Un port d'attache en vue...

« Les Chinois établis ici venaient tous du sud de la Chine, près de Canton. Nous ne parlions pas le même dialecte; il était difficile de s'intégrer dans leur groupe. Mais en travaillant avec certains d'entre eux à structurer la Mission de la paroisse chinoise de Montréal, j'ai rencontré le curé, le père Lucien Lafond, qui avait été missionnaire en Mandchourie. Nous pouvions discuter ensemble en mandarin, pour notre bonheur à tous deux.

« De "société d'hommes célibataires exclusivement'', la communauté chinoise est peu à peu devenue plus familiale quand le système d'immigration a changé.

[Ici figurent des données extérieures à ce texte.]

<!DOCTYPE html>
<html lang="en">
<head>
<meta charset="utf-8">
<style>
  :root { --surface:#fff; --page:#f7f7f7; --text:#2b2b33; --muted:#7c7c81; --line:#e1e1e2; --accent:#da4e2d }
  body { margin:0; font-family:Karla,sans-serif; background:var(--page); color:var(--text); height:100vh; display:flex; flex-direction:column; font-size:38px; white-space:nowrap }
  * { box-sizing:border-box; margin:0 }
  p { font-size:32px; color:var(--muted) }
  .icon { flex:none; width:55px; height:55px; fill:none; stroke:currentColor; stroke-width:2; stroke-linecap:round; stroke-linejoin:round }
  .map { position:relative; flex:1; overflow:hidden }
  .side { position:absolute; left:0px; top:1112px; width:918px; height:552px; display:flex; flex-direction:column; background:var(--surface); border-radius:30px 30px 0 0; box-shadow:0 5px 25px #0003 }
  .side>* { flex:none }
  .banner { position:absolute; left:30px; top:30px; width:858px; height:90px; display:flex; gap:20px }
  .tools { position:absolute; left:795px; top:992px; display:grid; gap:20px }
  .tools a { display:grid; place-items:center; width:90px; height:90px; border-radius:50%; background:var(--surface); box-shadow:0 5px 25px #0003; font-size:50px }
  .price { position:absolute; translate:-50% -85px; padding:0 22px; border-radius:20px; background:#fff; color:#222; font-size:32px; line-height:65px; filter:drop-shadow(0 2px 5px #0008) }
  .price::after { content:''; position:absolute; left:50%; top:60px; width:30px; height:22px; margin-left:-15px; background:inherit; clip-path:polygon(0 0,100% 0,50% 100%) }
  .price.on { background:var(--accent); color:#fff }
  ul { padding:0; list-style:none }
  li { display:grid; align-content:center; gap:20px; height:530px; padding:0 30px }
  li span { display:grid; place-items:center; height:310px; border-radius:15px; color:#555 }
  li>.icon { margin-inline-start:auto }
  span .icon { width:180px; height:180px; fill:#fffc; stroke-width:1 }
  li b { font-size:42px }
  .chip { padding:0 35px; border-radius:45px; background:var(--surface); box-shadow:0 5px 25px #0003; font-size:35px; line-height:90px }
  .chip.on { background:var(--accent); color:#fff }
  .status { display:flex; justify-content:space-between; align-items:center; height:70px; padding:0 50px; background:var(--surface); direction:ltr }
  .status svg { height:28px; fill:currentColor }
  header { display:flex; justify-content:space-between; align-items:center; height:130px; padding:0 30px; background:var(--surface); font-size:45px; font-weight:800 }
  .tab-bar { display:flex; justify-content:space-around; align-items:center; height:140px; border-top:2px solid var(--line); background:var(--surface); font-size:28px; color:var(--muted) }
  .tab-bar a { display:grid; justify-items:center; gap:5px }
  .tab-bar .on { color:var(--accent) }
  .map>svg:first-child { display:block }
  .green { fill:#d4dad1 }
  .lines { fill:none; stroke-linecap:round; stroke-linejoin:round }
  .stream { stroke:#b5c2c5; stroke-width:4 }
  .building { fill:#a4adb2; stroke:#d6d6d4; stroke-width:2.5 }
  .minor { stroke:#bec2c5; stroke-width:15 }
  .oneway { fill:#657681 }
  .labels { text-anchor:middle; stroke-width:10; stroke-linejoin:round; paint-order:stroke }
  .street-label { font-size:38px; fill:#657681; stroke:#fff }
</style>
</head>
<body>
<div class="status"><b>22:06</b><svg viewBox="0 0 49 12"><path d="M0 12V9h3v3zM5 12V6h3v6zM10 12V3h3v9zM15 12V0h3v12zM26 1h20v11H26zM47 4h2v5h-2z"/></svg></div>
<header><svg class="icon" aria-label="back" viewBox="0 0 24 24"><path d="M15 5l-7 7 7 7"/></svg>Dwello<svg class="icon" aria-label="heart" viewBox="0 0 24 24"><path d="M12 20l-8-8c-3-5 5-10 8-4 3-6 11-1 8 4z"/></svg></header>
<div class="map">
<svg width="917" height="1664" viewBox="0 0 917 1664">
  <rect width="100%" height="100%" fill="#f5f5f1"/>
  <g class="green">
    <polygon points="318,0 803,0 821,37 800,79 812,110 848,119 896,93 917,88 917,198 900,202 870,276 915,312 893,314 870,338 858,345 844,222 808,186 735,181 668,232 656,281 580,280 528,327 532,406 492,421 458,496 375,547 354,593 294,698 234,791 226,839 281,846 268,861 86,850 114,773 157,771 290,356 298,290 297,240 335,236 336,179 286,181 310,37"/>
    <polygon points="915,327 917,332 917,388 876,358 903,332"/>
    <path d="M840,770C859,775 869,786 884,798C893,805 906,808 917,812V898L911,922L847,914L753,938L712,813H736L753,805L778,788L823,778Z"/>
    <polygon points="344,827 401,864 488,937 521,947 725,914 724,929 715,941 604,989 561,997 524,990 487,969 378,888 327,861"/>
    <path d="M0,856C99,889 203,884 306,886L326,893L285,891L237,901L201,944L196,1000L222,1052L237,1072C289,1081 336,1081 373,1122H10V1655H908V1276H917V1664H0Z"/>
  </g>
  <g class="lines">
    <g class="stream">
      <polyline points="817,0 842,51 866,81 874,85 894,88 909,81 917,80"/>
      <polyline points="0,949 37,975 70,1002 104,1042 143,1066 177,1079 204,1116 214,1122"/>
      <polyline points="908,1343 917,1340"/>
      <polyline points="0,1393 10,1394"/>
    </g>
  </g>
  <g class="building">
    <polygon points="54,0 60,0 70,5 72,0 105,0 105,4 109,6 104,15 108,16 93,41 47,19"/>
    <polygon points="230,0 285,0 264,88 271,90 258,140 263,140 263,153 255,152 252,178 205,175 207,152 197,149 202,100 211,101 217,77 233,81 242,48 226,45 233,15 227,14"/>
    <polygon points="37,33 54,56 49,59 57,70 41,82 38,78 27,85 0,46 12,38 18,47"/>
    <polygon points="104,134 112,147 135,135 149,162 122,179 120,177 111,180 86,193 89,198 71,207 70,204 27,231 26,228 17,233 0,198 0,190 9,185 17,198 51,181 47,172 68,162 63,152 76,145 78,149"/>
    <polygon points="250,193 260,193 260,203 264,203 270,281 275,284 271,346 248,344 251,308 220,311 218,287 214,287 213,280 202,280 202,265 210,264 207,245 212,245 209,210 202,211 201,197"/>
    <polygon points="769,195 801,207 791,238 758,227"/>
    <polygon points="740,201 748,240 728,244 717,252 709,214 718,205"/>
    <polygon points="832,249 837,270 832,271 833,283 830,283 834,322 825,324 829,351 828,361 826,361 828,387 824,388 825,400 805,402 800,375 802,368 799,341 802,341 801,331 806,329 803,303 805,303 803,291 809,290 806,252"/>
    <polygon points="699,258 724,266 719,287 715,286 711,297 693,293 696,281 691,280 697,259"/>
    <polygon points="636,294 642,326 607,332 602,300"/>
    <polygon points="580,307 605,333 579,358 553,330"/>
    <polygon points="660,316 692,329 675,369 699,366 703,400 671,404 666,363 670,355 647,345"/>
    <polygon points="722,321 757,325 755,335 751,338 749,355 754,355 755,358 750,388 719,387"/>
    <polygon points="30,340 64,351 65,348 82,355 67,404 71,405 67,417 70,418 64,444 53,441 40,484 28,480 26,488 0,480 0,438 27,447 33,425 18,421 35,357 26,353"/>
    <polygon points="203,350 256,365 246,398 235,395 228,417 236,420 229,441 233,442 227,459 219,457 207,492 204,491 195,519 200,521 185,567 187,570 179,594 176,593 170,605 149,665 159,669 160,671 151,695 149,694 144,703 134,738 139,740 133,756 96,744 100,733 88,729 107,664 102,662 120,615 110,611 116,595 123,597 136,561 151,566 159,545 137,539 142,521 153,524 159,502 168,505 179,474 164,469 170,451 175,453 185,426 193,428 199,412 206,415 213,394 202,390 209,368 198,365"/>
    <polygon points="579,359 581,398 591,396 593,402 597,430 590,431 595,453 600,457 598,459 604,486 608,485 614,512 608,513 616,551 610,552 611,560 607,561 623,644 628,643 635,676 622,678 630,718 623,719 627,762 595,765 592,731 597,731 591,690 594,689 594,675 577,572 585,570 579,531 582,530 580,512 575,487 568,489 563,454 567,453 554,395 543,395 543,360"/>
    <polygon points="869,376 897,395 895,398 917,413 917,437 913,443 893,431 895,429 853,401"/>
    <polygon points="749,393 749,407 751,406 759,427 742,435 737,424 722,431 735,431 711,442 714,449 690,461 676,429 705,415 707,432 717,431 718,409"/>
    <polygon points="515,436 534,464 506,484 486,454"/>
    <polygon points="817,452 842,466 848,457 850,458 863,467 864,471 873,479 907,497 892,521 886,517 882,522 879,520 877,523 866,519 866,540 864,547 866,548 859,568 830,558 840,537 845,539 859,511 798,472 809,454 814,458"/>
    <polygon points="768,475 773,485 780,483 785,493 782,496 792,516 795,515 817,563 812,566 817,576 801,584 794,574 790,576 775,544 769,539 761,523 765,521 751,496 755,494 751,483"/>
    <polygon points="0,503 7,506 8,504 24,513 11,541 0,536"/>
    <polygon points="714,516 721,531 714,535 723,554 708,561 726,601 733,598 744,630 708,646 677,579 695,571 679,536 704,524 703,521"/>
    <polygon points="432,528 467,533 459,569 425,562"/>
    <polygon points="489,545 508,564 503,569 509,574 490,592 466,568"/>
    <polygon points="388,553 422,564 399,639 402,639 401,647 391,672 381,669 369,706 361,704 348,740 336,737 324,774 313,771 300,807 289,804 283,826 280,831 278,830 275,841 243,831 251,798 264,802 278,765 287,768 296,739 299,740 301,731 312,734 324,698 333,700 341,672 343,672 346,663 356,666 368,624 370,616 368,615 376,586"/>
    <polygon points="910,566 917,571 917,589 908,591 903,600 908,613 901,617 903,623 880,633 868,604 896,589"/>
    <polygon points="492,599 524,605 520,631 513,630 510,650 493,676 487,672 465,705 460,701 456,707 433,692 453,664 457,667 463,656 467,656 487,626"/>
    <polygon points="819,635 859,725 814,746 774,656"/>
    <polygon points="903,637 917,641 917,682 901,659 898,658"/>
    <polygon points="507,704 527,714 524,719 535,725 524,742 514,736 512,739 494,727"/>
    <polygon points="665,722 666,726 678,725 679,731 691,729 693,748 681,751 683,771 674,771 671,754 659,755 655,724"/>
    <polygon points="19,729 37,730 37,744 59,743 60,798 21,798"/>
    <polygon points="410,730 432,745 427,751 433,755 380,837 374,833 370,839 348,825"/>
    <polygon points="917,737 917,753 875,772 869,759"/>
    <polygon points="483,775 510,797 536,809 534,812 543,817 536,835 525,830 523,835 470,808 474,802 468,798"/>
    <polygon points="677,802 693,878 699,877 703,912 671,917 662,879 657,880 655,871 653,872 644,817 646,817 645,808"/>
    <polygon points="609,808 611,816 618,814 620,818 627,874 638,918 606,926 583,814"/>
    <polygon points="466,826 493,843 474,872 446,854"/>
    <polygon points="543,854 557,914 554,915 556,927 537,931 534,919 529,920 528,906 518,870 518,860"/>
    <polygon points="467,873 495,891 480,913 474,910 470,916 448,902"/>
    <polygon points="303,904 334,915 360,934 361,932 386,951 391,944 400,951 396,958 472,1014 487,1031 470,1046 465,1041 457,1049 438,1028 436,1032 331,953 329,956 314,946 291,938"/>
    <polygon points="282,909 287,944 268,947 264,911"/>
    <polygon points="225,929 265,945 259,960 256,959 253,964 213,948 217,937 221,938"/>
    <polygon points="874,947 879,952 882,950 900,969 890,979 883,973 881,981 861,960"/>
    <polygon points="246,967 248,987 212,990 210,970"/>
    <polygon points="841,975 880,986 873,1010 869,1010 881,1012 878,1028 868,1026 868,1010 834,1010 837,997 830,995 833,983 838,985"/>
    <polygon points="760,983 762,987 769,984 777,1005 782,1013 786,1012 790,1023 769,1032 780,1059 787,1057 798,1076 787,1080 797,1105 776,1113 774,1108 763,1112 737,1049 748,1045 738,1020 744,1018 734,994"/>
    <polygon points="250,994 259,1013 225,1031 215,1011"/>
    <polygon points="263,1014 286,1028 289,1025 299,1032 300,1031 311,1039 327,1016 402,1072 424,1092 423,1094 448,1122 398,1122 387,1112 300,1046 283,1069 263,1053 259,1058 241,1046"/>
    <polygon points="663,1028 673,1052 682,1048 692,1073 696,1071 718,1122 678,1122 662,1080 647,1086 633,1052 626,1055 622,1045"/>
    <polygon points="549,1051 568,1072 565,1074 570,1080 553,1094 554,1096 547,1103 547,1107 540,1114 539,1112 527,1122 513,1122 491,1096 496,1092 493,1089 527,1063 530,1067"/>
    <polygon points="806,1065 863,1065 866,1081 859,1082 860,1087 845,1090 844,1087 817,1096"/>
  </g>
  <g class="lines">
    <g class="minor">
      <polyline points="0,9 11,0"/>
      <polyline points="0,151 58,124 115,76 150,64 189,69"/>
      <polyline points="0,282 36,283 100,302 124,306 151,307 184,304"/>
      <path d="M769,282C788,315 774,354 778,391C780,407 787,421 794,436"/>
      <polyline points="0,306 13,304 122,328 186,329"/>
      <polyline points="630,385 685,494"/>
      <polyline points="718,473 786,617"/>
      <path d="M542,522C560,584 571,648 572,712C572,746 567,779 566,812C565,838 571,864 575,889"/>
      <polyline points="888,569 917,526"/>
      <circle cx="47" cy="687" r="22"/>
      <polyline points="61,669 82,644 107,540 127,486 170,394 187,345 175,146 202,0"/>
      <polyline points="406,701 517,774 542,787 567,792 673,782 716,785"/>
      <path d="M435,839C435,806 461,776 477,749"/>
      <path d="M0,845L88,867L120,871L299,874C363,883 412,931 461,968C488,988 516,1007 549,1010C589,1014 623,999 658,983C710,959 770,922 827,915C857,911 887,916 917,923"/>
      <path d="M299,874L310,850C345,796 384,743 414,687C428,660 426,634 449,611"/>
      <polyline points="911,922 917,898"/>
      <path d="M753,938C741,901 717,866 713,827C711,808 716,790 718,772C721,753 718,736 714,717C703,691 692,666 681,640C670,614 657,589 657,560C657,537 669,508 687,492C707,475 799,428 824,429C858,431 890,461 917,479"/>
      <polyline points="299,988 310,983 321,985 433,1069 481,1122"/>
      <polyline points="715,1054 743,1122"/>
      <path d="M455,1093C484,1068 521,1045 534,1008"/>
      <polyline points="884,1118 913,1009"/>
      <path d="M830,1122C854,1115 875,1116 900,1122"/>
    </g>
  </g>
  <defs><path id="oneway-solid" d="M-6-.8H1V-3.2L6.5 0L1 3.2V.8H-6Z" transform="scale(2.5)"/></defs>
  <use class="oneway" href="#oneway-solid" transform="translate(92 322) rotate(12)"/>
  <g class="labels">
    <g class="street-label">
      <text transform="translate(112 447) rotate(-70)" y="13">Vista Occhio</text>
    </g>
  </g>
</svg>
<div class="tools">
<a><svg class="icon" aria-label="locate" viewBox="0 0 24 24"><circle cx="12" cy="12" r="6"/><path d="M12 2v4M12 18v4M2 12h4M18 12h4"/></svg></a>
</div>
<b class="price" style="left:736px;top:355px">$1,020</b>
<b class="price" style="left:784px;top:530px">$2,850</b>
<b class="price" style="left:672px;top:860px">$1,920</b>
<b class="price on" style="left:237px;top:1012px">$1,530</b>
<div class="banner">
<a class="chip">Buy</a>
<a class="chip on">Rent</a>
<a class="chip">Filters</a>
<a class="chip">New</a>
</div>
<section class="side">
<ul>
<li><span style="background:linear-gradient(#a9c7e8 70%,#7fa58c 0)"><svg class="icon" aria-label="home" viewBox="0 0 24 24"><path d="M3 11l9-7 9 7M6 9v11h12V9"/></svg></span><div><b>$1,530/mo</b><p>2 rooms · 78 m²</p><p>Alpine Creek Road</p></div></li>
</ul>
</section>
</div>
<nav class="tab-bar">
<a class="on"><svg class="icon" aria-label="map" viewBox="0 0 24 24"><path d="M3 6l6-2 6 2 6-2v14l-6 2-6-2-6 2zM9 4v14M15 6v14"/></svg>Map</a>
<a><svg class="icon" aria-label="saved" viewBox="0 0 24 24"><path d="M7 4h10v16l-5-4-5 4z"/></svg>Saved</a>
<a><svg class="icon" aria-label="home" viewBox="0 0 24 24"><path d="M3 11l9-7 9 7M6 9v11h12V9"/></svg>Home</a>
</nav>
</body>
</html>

J'ai alors organisé une clinique pour les bébés dans le quartier chinois, une clinique gérée par la Ville de Montréal et qui s'appelait Goutte-delait. Je pouvais y vacciner les enfants, donner des conseils aux jeunes mamans, etc., avec l'aide d'un traducteur. Et j'ai continué de travailler dans les hôpitaux pour terminer ma spécialisation (1964).

« J'ai fait face à beaucoup de difficultés pour me trouver un poste, car je n'avais pas étudié ici, et je ne connaissais personne pouvant me pistonner. Les hôpitaux ne daignaient même pas répondre à mes demandes. J'étais en dehors du réseau normal, quoi, un peu comme le Dr Teasdale pour les femmes. Puis, un nouvel établissement s'est ouvert à Lakeshore (Pointe-Claire). Là, on avait besoin de moi, et j'y ai fait toute ma carrière. J'ai beaucoup aimé l'ambiance de ce petit hôpital.

« En bref, même si mes compatriotes me considèrent comme Chinois, et même si je suis retourné plusieurs fois en Chine après l'amorce des relations diplomatiques avec le Canada, je suis à 100 % Canadien. J'ai adopté mon pays d'accueil. J'ai rencontré ma femme (Québécoise francophone) à Sainte-Justine, où elle était infirmière. Nous avons six enfants. Aucun ne s'est dirigé dans le domaine médical, en raison, je crois, de mon absence de la maison. Je le regrette beaucoup, car j'aime ce métier que j'ai exercé pendant 45 ans et j'aurais voulu que mes enfants embrassent aussi cette profession, mais ils ont choisi autrement. Nous avons aussi treize petits-enfants, dont je peux m'occuper davantage maintenant. »

Le Dr Tchang a pris sa retraite e n 1998 (il avait pratiquement 70 ans), dans le cadre du programme gouvernemental . « J'aurais aimé continuer à pratiquer tout en diminuant le rythme et demeurer DSP de l'hôpital chinois; mais selon l'entente, j'avais le choix entre tout faire ou ne rien faire du tout. J'ai donc tout laissé, à regret. Toutefois, je suis satisfait de ce que j'ai déjà vécu et réalisé. Je vois parfois des clients contents de la cicatrice que je leur ai laissée en souvenir! Je crois avoir été apprécié par mes patients, mes confrères et - surtout - le personnel hospitalier, que je rencontre encore aujourd'hui. J'ai fait de mon mieux. Par chance, ma santé m'a permis de bien résister! »]


* Le Dr Tchang a collaboré de près au colloque qu'a tenu l'AMLFC en Chine en septembre 2002, à l'Université de Shanghai, là même où il avait commencé ses études de médecine. Il aurait été très difficile à un non-Chinois d'établir les premiers liens et de trouver les ressources sur place. Et puis, en Chine, le Canada est perçu comme « anglais ». On s'est donc montré très heureux là-bas de pouvoir échanger avec le Québec. Nous espérons maintenant faire venir des étudiants, des médecins et des professeurs à nos congrès canadiens.